Copy the data exactly as it appears, and do not include any pictures.
----------------------------------------
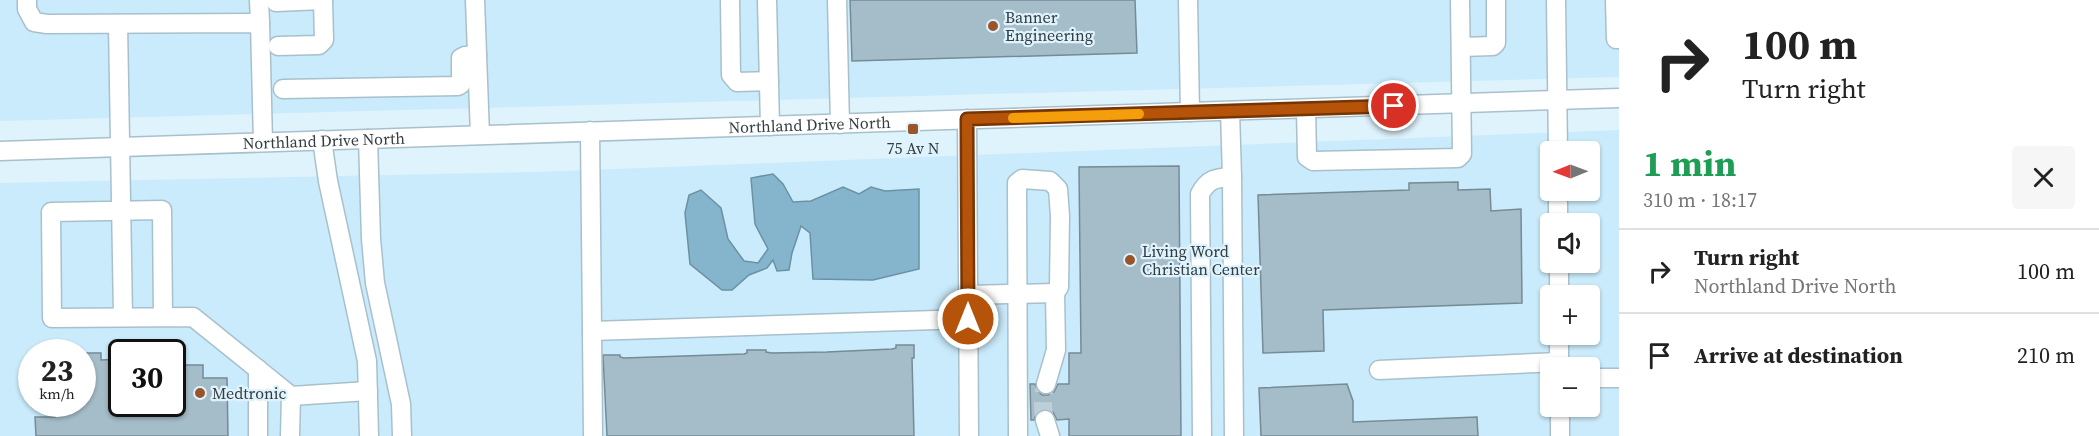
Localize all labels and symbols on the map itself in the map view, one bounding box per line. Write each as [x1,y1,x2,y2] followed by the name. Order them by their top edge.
[1005,6,1093,46] place label: Banner Engineering
[986,19,1000,33] marker: Banner Engineering
[1368,80,1419,131] pin
[728,111,891,138] street label: Northland Drive North
[906,122,920,136] marker: 75 Av N
[242,127,406,154] street label: Northland Drive North
[887,137,940,159] place label: 75 Av N
[1540,141,1600,201] north arrow
[1142,240,1260,280] place label: Living Word Christian Center
[1123,253,1137,267] marker: Living Word Christian Center
[936,287,1000,351] position arrow
[108,339,186,417] speed limit sign: 30
[212,382,286,404] place label: Medtronic
[193,386,207,400] marker: Medtronic

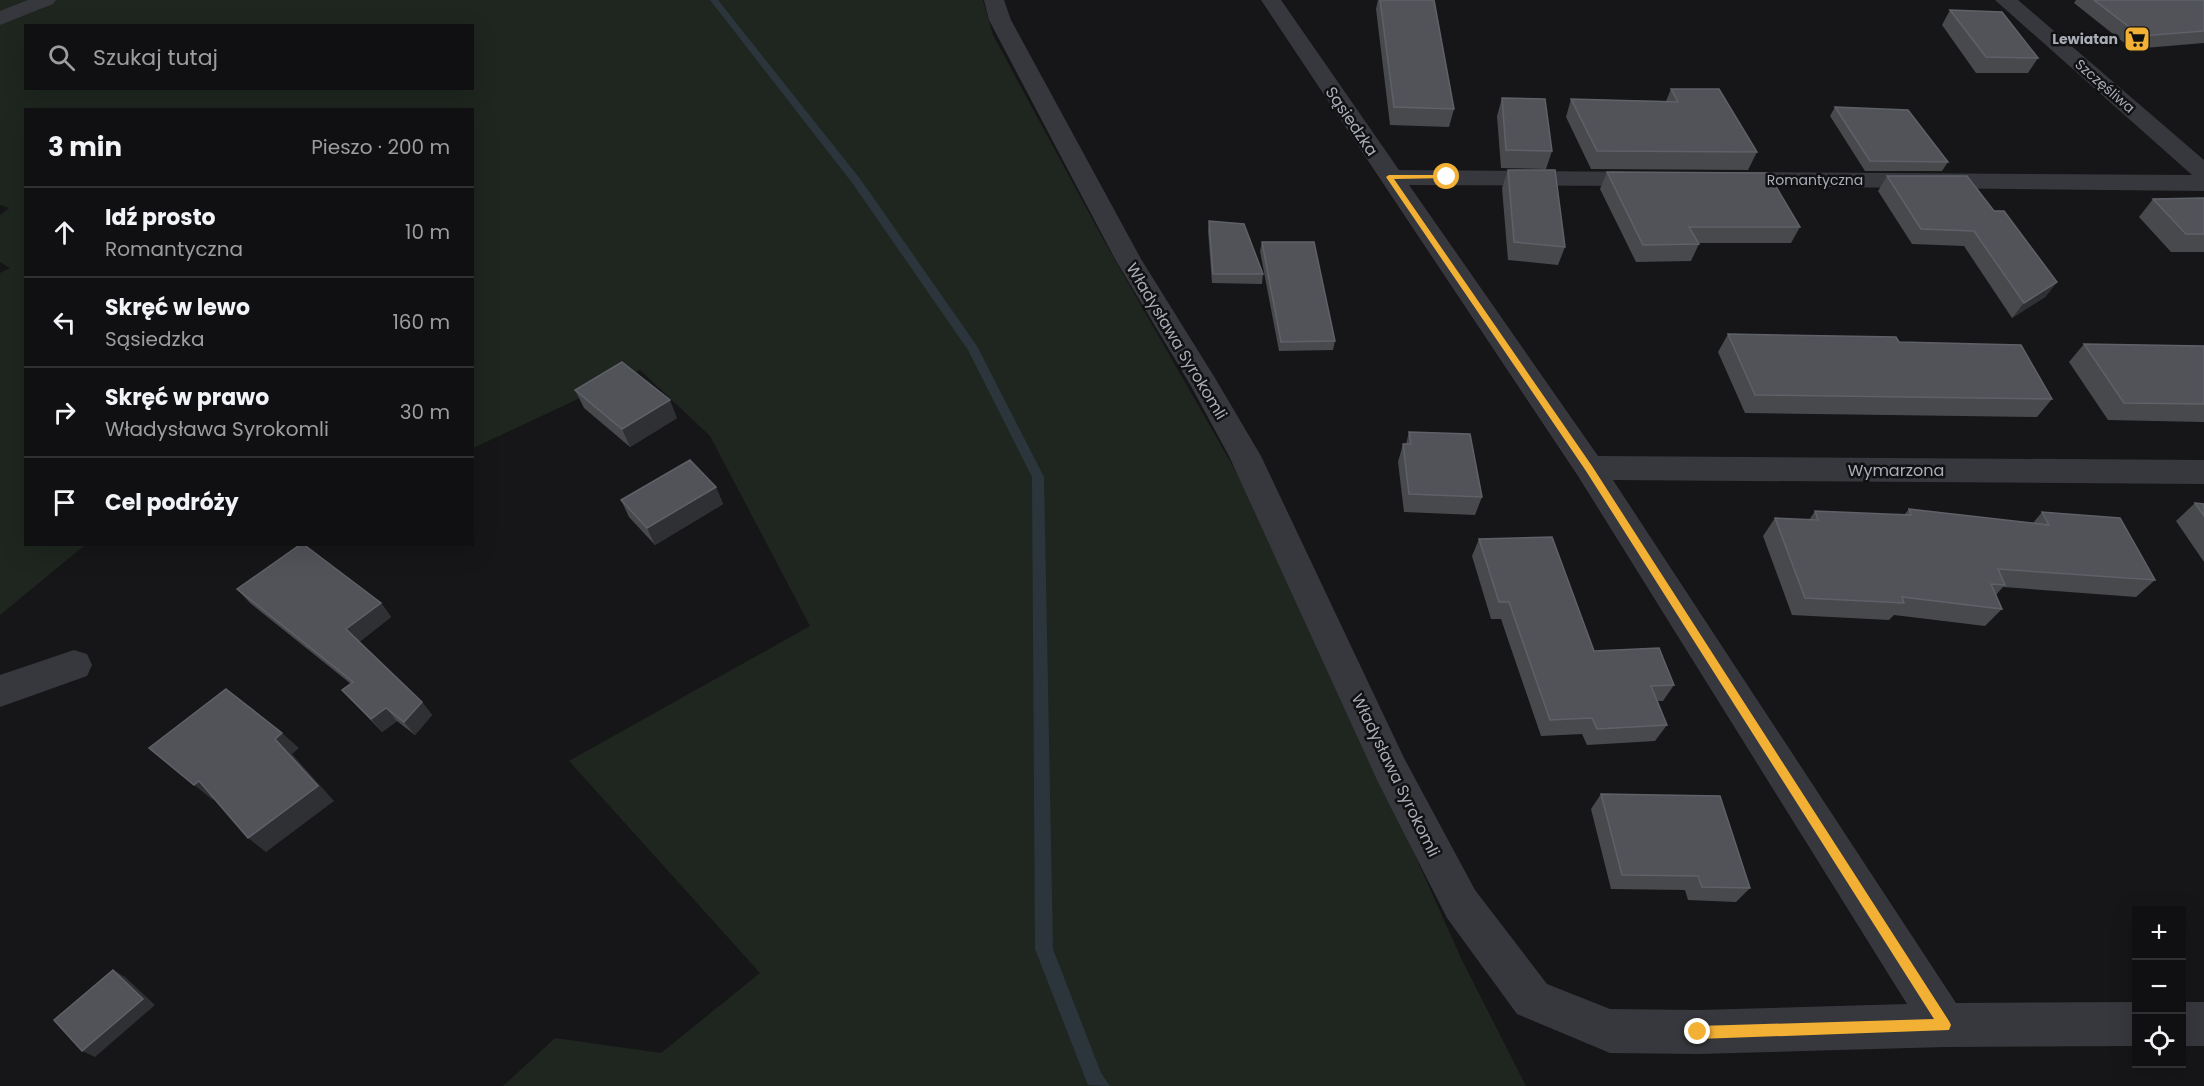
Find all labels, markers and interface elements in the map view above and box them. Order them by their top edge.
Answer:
search box [24,24,474,90]
supermarket icon: Lewiatan [2122,24,2152,54]
place label: Lewiatan [2052,29,2118,49]
icon: search [45,41,78,74]
text: Szukaj tutaj [93,42,218,73]
street label: Szczęśliwa [2071,54,2139,118]
street label: Sąsiedzka [1320,82,1383,161]
text: 3 min [48,129,122,165]
text: Pieszo · 200 m [311,133,450,161]
route start [1433,163,1459,189]
street label: Romantyczna [1767,170,1863,190]
text: Idź prosto [105,202,216,233]
icon: ahead [48,216,81,249]
text: 10 m [405,218,450,246]
text: Romantyczna [105,235,243,263]
street label: Władysława Syrokomli [1121,259,1233,424]
text: Skręć w lewo [105,292,250,323]
icon: left [48,306,81,339]
text: 160 m [392,308,450,336]
text: Sąsiedzka [105,325,204,353]
text: Skręć w prawo [105,382,269,413]
icon: right [48,396,81,429]
text: 30 m [400,398,450,426]
text: Władysława Syrokomli [105,415,329,443]
street label: Wymarzona [1848,459,1944,482]
icon: arrive [48,486,81,519]
text: Cel podróży [105,487,239,518]
street label: Władysława Syrokomli [1346,690,1445,861]
map controls [2132,906,2186,1068]
button: + [2132,906,2186,960]
button: − [2132,960,2186,1014]
button: locate [2132,1014,2186,1068]
route end [1684,1018,1710,1044]

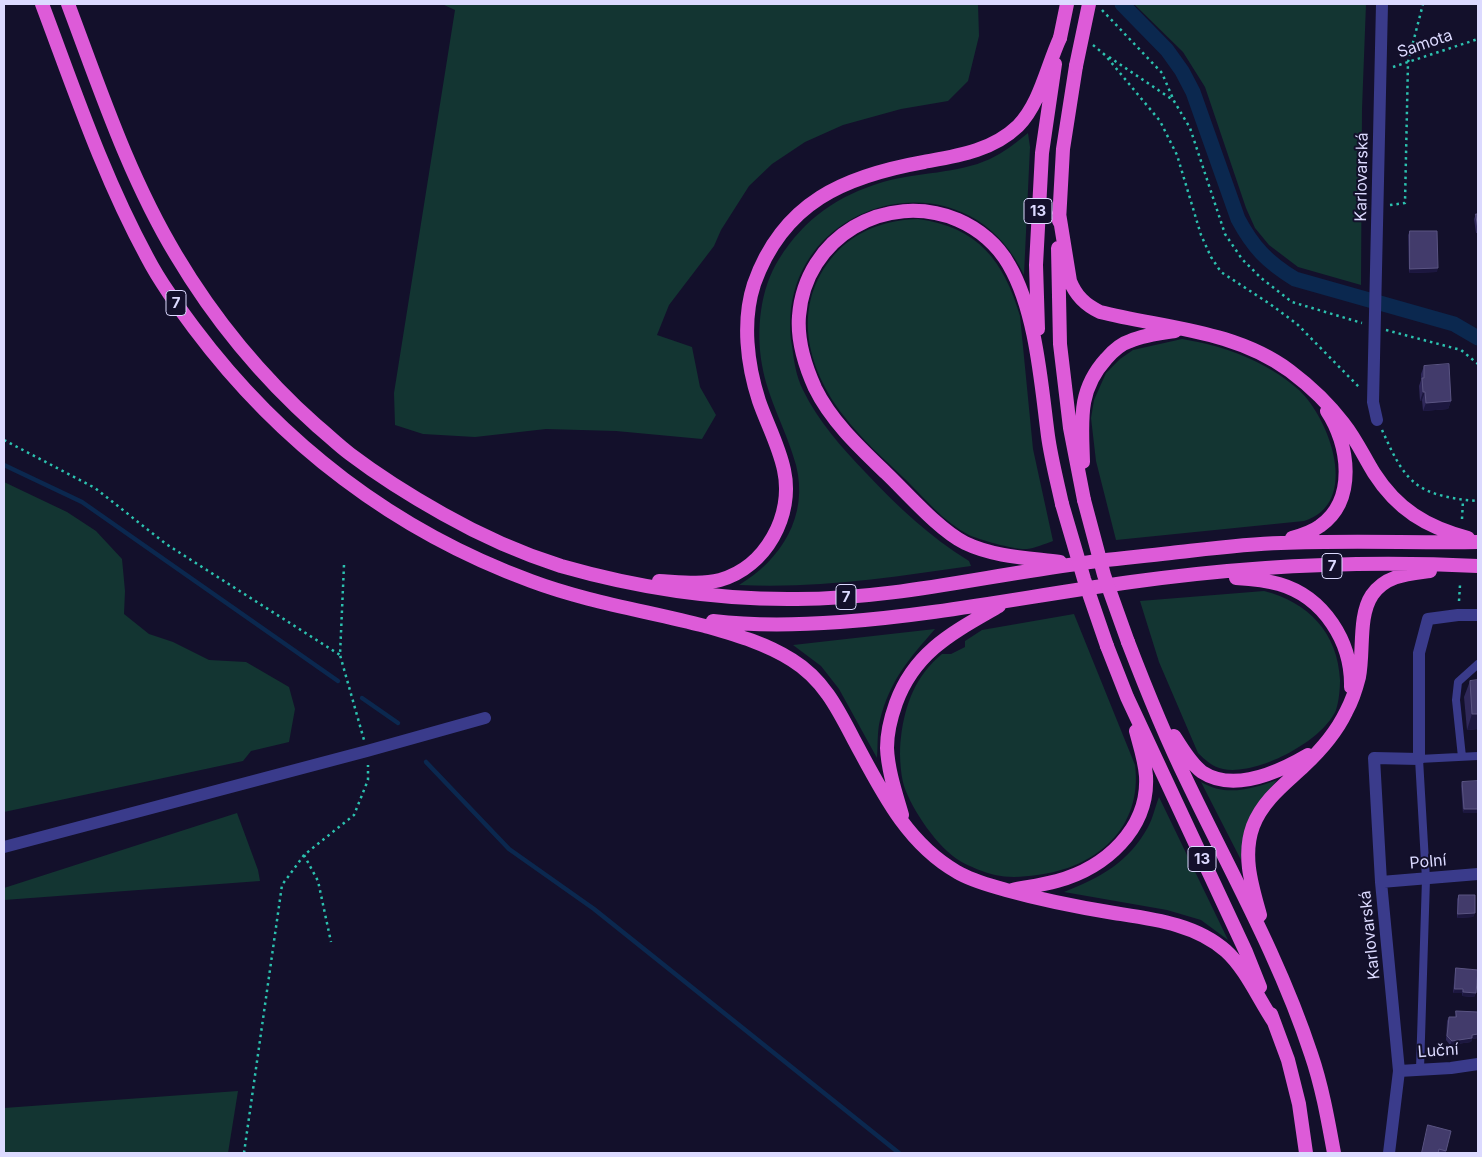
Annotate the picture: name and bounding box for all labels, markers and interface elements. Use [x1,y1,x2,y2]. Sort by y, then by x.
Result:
street label: Samota [1395,26,1455,62]
street label: Karlovarská [1352,132,1372,222]
road number: 13 [1024,198,1052,224]
road number: 7 [166,290,186,316]
road number: 7 [1322,554,1342,578]
road number: 7 [836,584,856,610]
road number: 13 [1188,846,1216,872]
street label: Polní [1409,851,1447,873]
street label: Karlovarská [1356,890,1384,980]
street label: Luční [1417,1040,1459,1062]

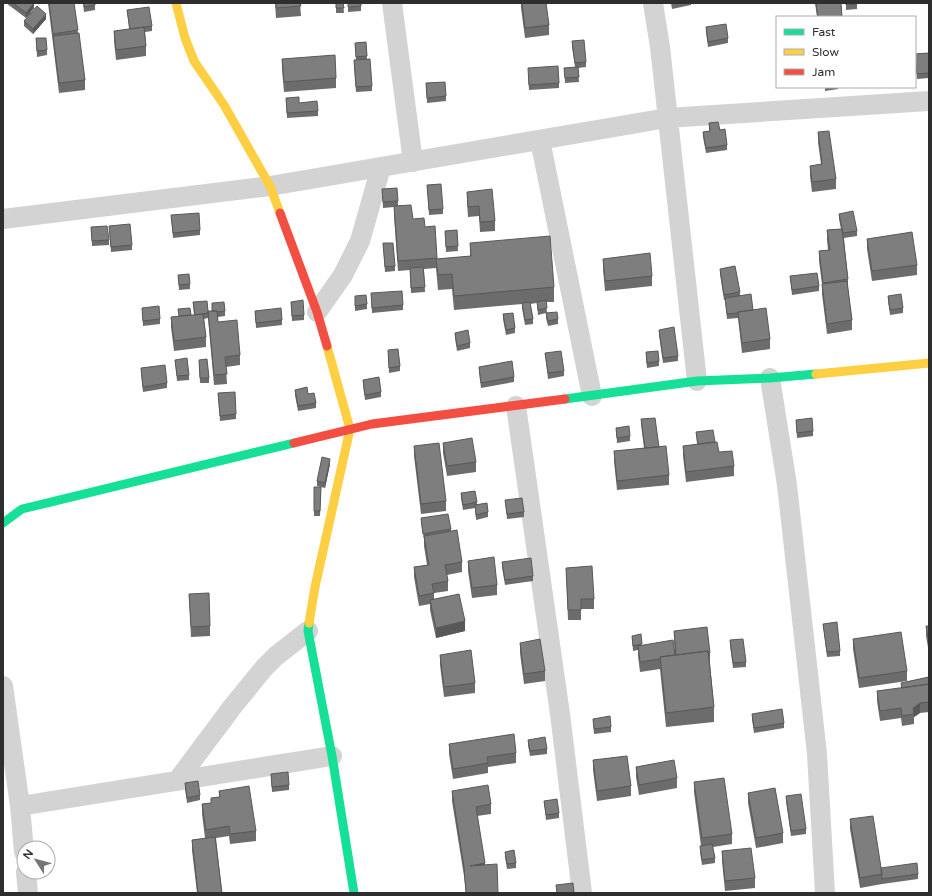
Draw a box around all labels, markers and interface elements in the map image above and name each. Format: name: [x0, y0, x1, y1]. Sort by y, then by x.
legend: [776, 16, 916, 88]
text: Fast: [812, 25, 836, 39]
text: Slow: [812, 45, 839, 59]
text: Jam: [812, 65, 835, 79]
north arrow: [16, 840, 56, 880]
text: N: [20, 847, 36, 862]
----------------------------------------
§ **Written response**
Localize all labels and symbols on the map itself in the map view, one bounding box per line. Write each as [x1,y1,x2,y2] followed by the name. Order them by their top edge.
[1005,6,1093,46] place label: Banner Engineering
[986,19,1000,33] marker: Banner Engineering
[1368,80,1419,131] pin
[728,111,891,138] street label: Northland Drive North
[906,122,920,136] marker: 75 Av N
[242,127,406,154] street label: Northland Drive North
[887,137,940,159] place label: 75 Av N
[1540,141,1600,201] north arrow
[1142,240,1260,280] place label: Living Word Christian Center
[1123,253,1137,267] marker: Living Word Christian Center
[936,287,1000,351] position arrow
[108,339,186,417] speed limit sign: 30
[212,382,286,404] place label: Medtronic
[193,386,207,400] marker: Medtronic

Find all labels, markers and interface elements in the map view above and box them. Order them by their top edge.
Answer:
search box [24,24,474,90]
supermarket icon: Lewiatan [2122,24,2152,54]
place label: Lewiatan [2052,29,2118,49]
icon: search [45,41,78,74]
text: Szukaj tutaj [93,42,218,73]
street label: Szczęśliwa [2071,54,2139,118]
street label: Sąsiedzka [1320,82,1383,161]
text: 3 min [48,129,122,165]
text: Pieszo · 200 m [311,133,450,161]
route start [1433,163,1459,189]
street label: Romantyczna [1767,170,1863,190]
text: Idź prosto [105,202,216,233]
icon: ahead [48,216,81,249]
text: 10 m [405,218,450,246]
text: Romantyczna [105,235,243,263]
street label: Władysława Syrokomli [1121,259,1233,424]
text: Skręć w lewo [105,292,250,323]
icon: left [48,306,81,339]
text: 160 m [392,308,450,336]
text: Sąsiedzka [105,325,204,353]
text: Skręć w prawo [105,382,269,413]
icon: right [48,396,81,429]
text: 30 m [400,398,450,426]
text: Władysława Syrokomli [105,415,329,443]
street label: Wymarzona [1848,459,1944,482]
icon: arrive [48,486,81,519]
text: Cel podróży [105,487,239,518]
street label: Władysława Syrokomli [1346,690,1445,861]
map controls [2132,906,2186,1068]
button: + [2132,906,2186,960]
button: − [2132,960,2186,1014]
button: locate [2132,1014,2186,1068]
route end [1684,1018,1710,1044]

Annotate the picture: name and bounding box for all labels, markers and interface elements. Use [x1,y1,x2,y2]. Sort by y, then by x.
Result:
street label: Samota [1395,26,1455,62]
street label: Karlovarská [1352,132,1372,222]
road number: 13 [1024,198,1052,224]
road number: 7 [166,290,186,316]
road number: 7 [1322,554,1342,578]
road number: 7 [836,584,856,610]
road number: 13 [1188,846,1216,872]
street label: Polní [1409,851,1447,873]
street label: Karlovarská [1356,890,1384,980]
street label: Luční [1417,1040,1459,1062]

Draw a box around all labels, markers and interface elements in the map image above and name each. Format: name: [x0, y0, x1, y1]. Sort by y, then by x.
legend: [776, 16, 916, 88]
text: Fast: [812, 25, 836, 39]
text: Slow: [812, 45, 839, 59]
text: Jam: [812, 65, 835, 79]
north arrow: [16, 840, 56, 880]
text: N: [20, 847, 36, 862]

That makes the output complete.